The Medical Student Senate (MSS) recognized the opportunity to create a new model of teaching recognition. A task force of nine MSS members met regularly in fall of 2015 to plan every aspect of the society, from the initial mission, nominating process, and initial selection and induction plans. The team also worked with the Office of the Vice-Dean of Education, the Office of Medical Student Affairs (OMSA) and the Institute of Excellence in Education (IEE) to workshop the proposal, as well as the Graduate Medical Education Committee (GMEC), the Faculty Senate, the House-Staff Council (HSC) and the Office of Assessment and Evaluation (OAE). The unique rubric used for final selection was developed with help from faculty, MSS students, and Welch Library experts. Seventy published research papers concerning traits/characteristics of master clinical educators were summarized into five main categories. A parallel “Q-sort” analysis of traits/characteristics submitted and ranked by JHUSOM students composed another guiding force for the final rubric. The faculty and house-staff support for the task force was outstandingly positive, and the MSS and partners moved forward to establish the society and induct its first members in 2016 (31 inductees)! Our second DTS class in 2017 welcomed 23 inductees. Since 2018, we have maintained a rate of 10-16 inductees per year. In 2021, the DTS Diversity & Outreach Program was created to amplify voices of those underrepresented in medicine and society. In 2023, we introduced the DTS mentorship program, which connected medical students with enthusiastic faculty mentors previously inducted into DTS.

The operation of all DTS activity and research on our impact is conducted by the Distinguished Teaching Society Board Members, with support from Medical Student Senate, our Faculty Advisors, and other faculty stakeholders.

Dissemination

The honor society continues to work with students and educators to broaden the nomination pipeline and refine selection techniques. In 2021, DTS student leaders shared the development of this innovative and the first 5 years in a peer-reviewed publication: The Distinguished Teaching Society at the Johns Hopkins University School of Medicine: A Student-Led Initiative to Recognize Clinical Educators - PubMed (nih.gov). We hope student leaders at other medical schools can utilize our lessons learned to develop similar recognition programs at their own institutions.

Process of Selection

Medical students nominate faculty and house staff throughout the year, who they recognize as excellent clinical educators during shadowing, longitudinal clerkship, core clerkships, sub-internships and clinical electives. These are our “Nominees,” which have numbered over a hundred in past years.

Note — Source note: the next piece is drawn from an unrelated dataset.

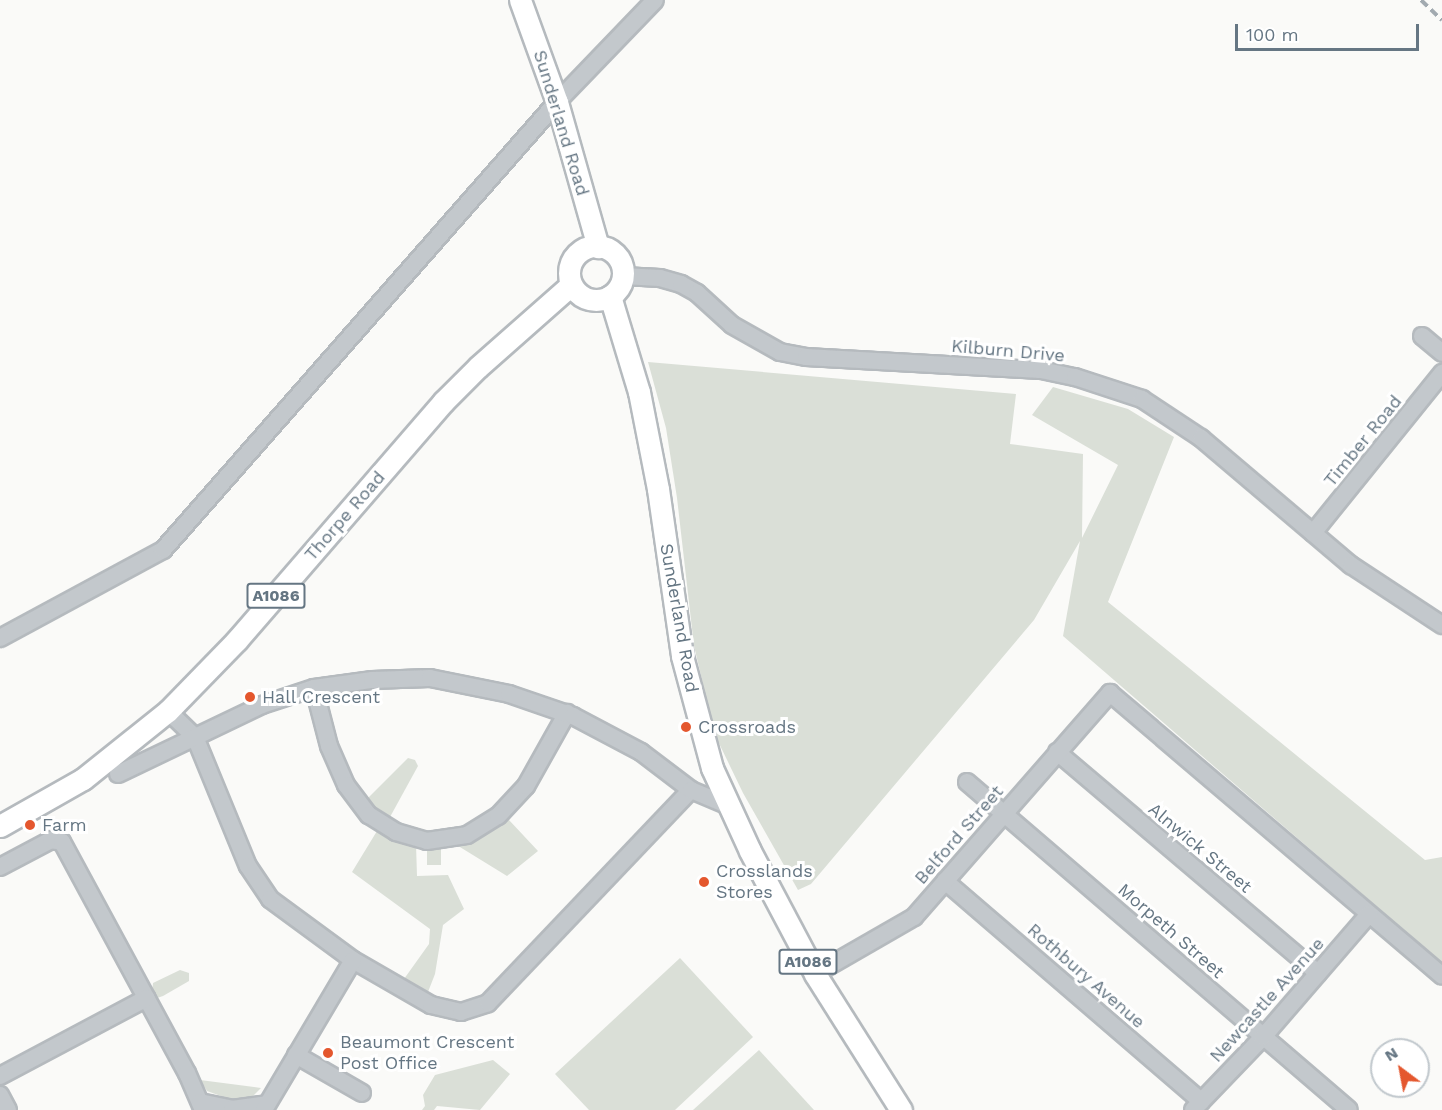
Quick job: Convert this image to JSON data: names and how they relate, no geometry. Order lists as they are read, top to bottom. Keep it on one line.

Nominees are sent a “Nominee Application,” which requests more information about their teaching activities and philosophy on clinical teaching. Nominees who complete the “Nominee Application” are called “Confirmed Nominees.” The medical student Co-Directors then de-identify the nominee’s nomination and application, creating a single document called the “Judging Form.”

The “Judges,” a team of about 15-30 medical students who are selected and trained over several months, each receive “Judging Forms” for a select number of nominees and assess them based on our student-designed rubric of educational excellence.

The top scoring nominations are then presented to the student body and educational leadership at JHUSOM for additional comment. After this final round of comment, the 8-12 nominees who received the top judging scores are ultimately inducted into the Society.

Those who are inducted are invited to an Induction Ceremony, where they receive a white coat pin, lanyard, and award certificate. JHUSOM Leaders, Department Directors and Residency Directors are notified and invited to attend the ceremony.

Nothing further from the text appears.